Refineries face a new challenge in selling one of the by-products of crude oil refining, namely heavy crude oil. This black, viscous oil was widely deployed as a marine fuel up until 2020. However, a recent International Maritime Organization (IMO) agreement has significantly restricted its use. The reason for this move was that heavy oil produces considerable amounts of sulfur oxide and nitrogen oxide when combusted in a ship’s engine. Linde Engineering has developed a process technology called partial oxidation that allows oil companies to continue using this residue product. It involves heating heavy oil to temperatures of around 1,400 degrees Celsius and adding oxygen to support sub-stoichiometric (incomplete) combustion. This produces a hydrogen-rich synthesis gas – a mixture of hydrogen (H₂) and carbon monoxide (CO) that is purified in downstream steps. The H₂ fraction is extremely valuable to oil refining companies, which require large quantities of this gas especially to desulphurize fuel products. Our partial oxidation technology is a win-win for today’s refinery. On the one hand, they can turn a residue product into a useful commodity and, on the other, meet rising demand for H₂, which is on an upward path as stricter environmental legislation increasingly mandates lower-emission fuels.

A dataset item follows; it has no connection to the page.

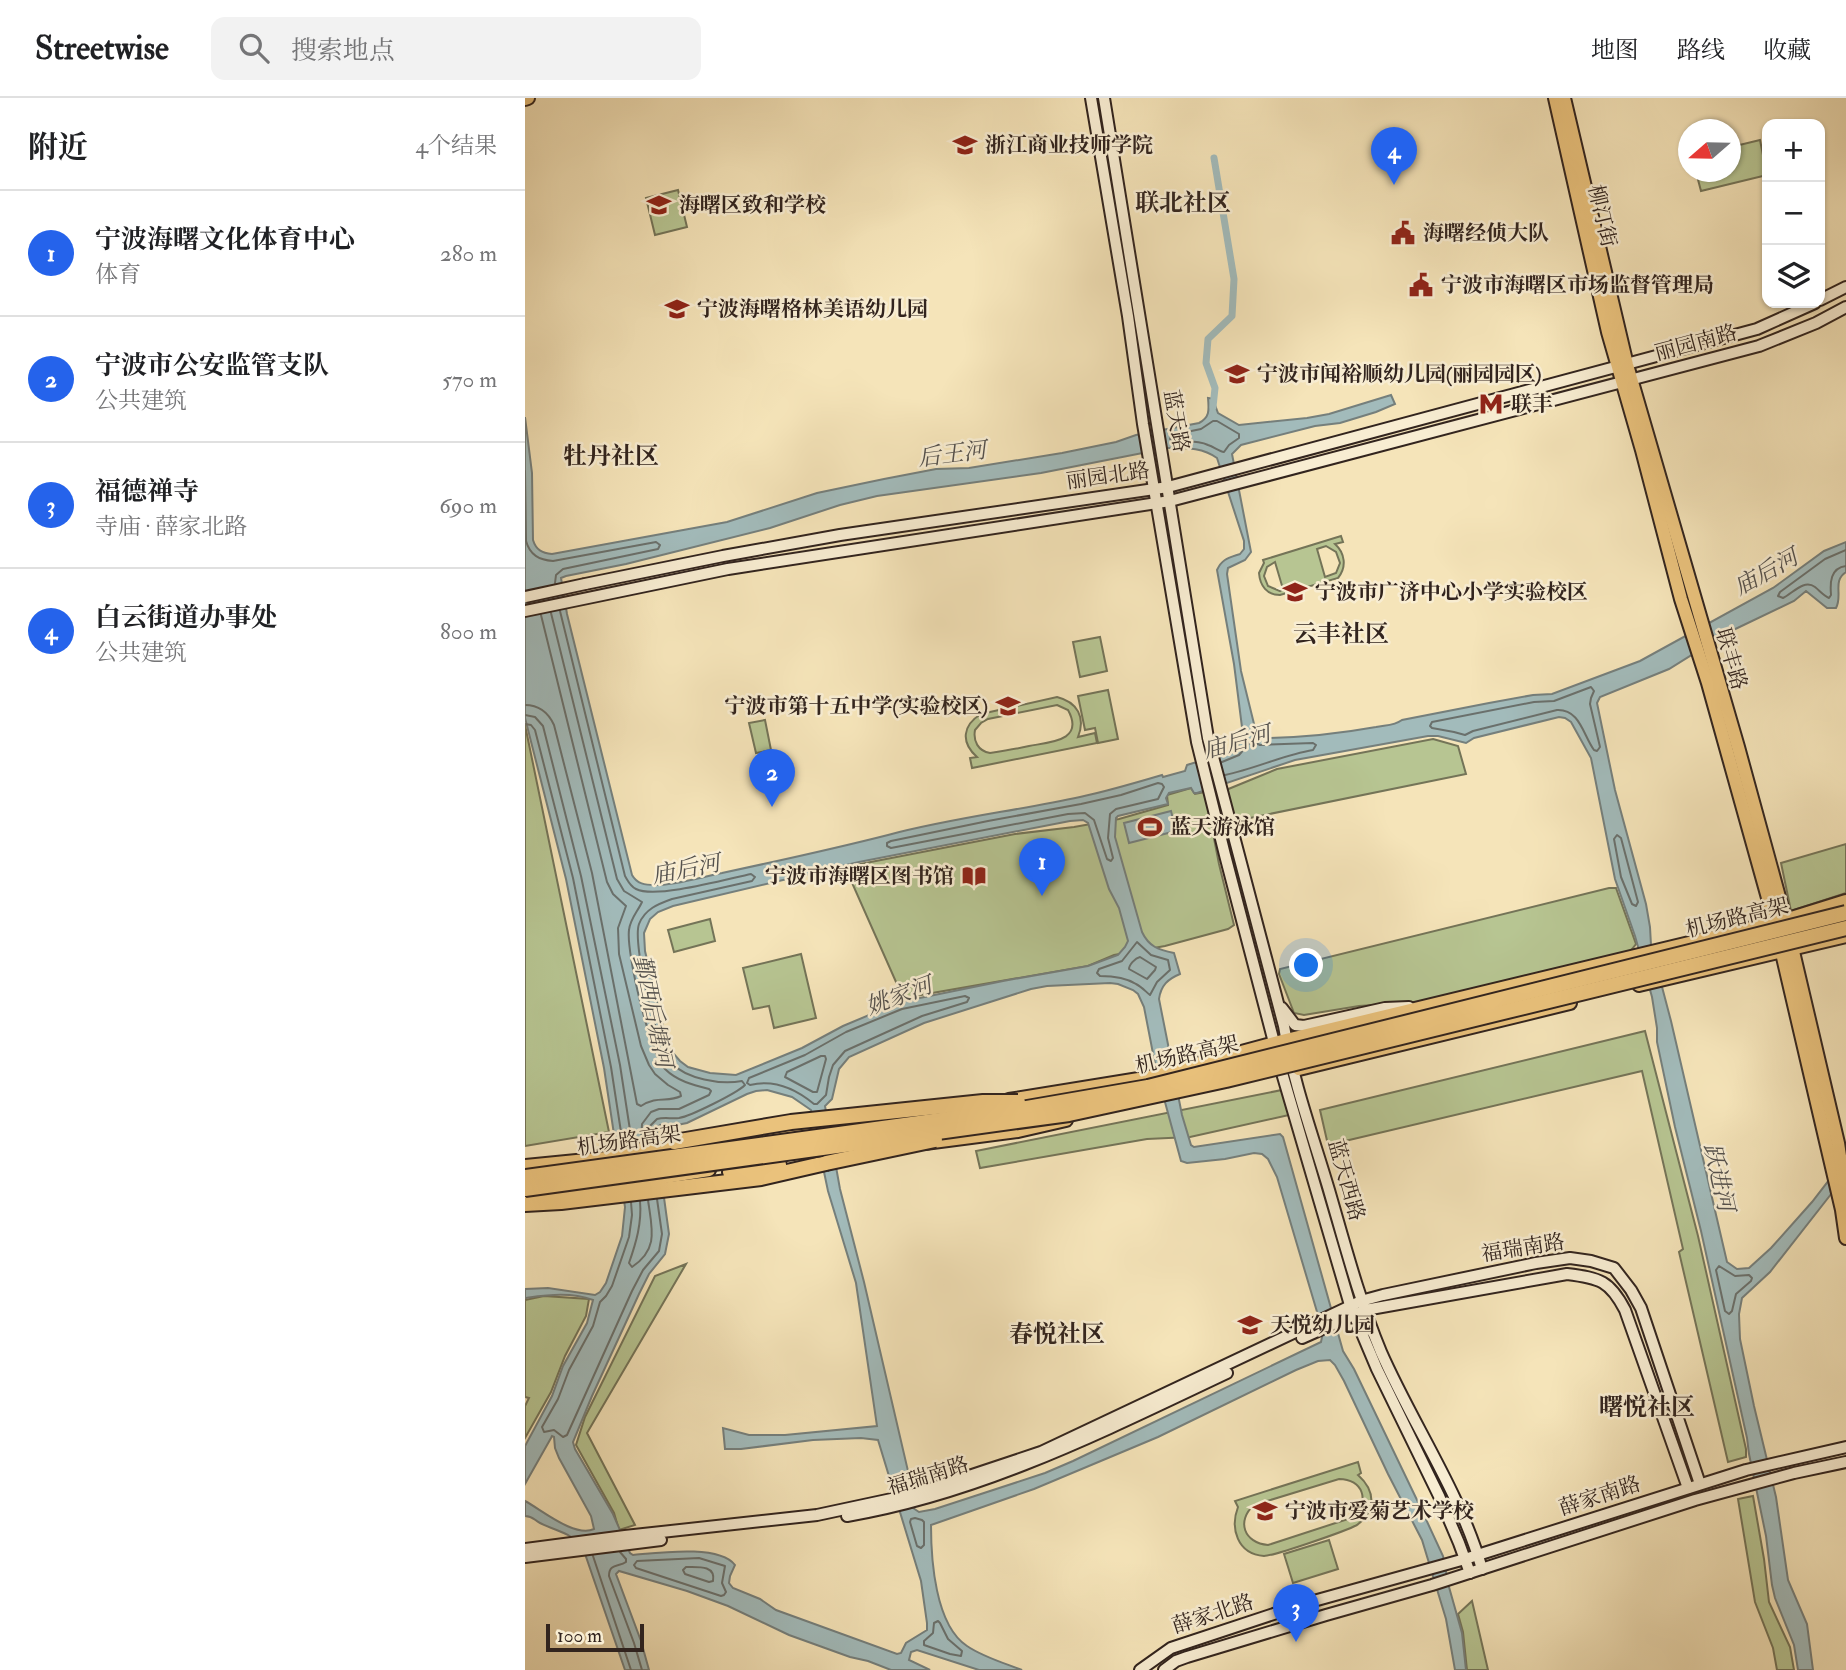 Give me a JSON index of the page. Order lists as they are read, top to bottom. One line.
{"streets":{"highway":["机场路高架"],"main road":["柳汀街","联丰路"],"street":["丽园南路","蓝天路","丽园北路","蓝天西路","福瑞南路","薛家南路","薛家北路"]},"crossings":[["柳汀街","丽园南路"],["柳汀街","丽园北路"],["柳汀街","联丰路"],["丽园南路","丽园北路"],["丽园南路","联丰路"],["蓝天路","丽园北路"],["丽园北路","联丰路"],["蓝天西路","福瑞南路"],["蓝天西路","薛家南路"],["蓝天西路","薛家北路"],["福瑞南路","薛家南路"],["薛家南路","薛家北路"]],"districts":["联北社区","牡丹社区","云丰社区","春悦社区","曙悦社区"],"water":["后王河","庙后河","姚家河","鄞西后塘河","跃进河"],"places":{"school or university":["浙江商业技师学院","海曙区致和学校","宁波海曙格林美语幼儿园","宁波市闻裕顺幼儿园(丽园园区)","宁波市广济中心小学实验校区","宁波市第十五中学(实验校区)","天悦幼儿园","宁波市爱菊艺术学校"],"public building":["海曙经侦大队","宁波市海曙区市场监督管理局"],"metro station":["联丰"],"sports":["蓝天游泳馆"],"library":["宁波市海曙区图书馆"]},"scale_bar":"100 m","north":"left","page":{"header":"Streetwise","search":"搜索地点","nav":["地图","路线","收藏"],"heading":["附近","4个结果"],"map_buttons":["+","−"],"pins":["4","2","1","3"],"list":[{"mark":"1","name":"宁波海曙文化体育中心","note":"体育","value":"280 m"},{"mark":"2","name":"宁波市公安监管支队","note":"公共建筑","value":"570 m"},{"mark":"3","name":"福德禅寺","note":"寺庙 · 薛家北路","value":"690 m"},{"mark":"4","name":"白云街道办事处","note":"公共建筑","value":"800 m"}],"scale":"100 m"}}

Helium production is another showcase for the benefits of investing in new technologies. Our engineers came up with the idea of combining highly efficient and selective membranes with a pressure swing adsorption (PSA) unit. This not only results in a very high helium yield but also makes the new process cheaper and more energy-efficient by dispensing with the cryogenic gas separation step. Linde Engineering teamed up with chemicals specialist Evonik to deliver the high-performance membranes. These hollow fibers made of extremely efficient polymers are embedded in stainless steel cartridges. The pre-treated natural gas is fed into these cartridges under high pressure, with the gas fractions separating due to selective permeation. Simply put, this means that small molecules like helium can pass through the membrane faster than larger ones. Depending on the gas composition and the size of the plant, any number of cartridges can be combined in one or more membrane stages. Linde Engineering has installed this helium production technology at a plant in Mankota, Canada, which processes over 250,000 standard cubic meters of natural gas per day and achieves a helium yield above 95 percent at a purity level as high as 99.999 percent. Previously, this kind of quality could only be achieved with cryogenic methods.

Looking beyond process technology advances, Linde Engineering innovators are also constantly searching for ways to streamline production processes. Additive manufacturing, also known as 3D printing, is positioned at the heart of these efforts. This technology provides an innovative way to fabricate spare parts for plants. Its particular appeal lies in the fact that many plant components are complex in design and very costly to produce with conventional methods. Additive manufacturing (AM) on the other hand offers complete freedom of design. Using digital 3D design data, the AM powder or material gradually builds the final object, layer by layer. Our engineers are examining whether 3D printing can also be used for systems like heat exchangers – one of the key elements in natural gas liquefaction plants. 3D-printed parts could, for example, optimize heat transfer. This would reduce the surface area required for exchanging heat and thus the size of the components. Additive manufacturing is also a promising technology for complex process components with cavities, coils or catalytic structures as well as for tailor-made spare parts.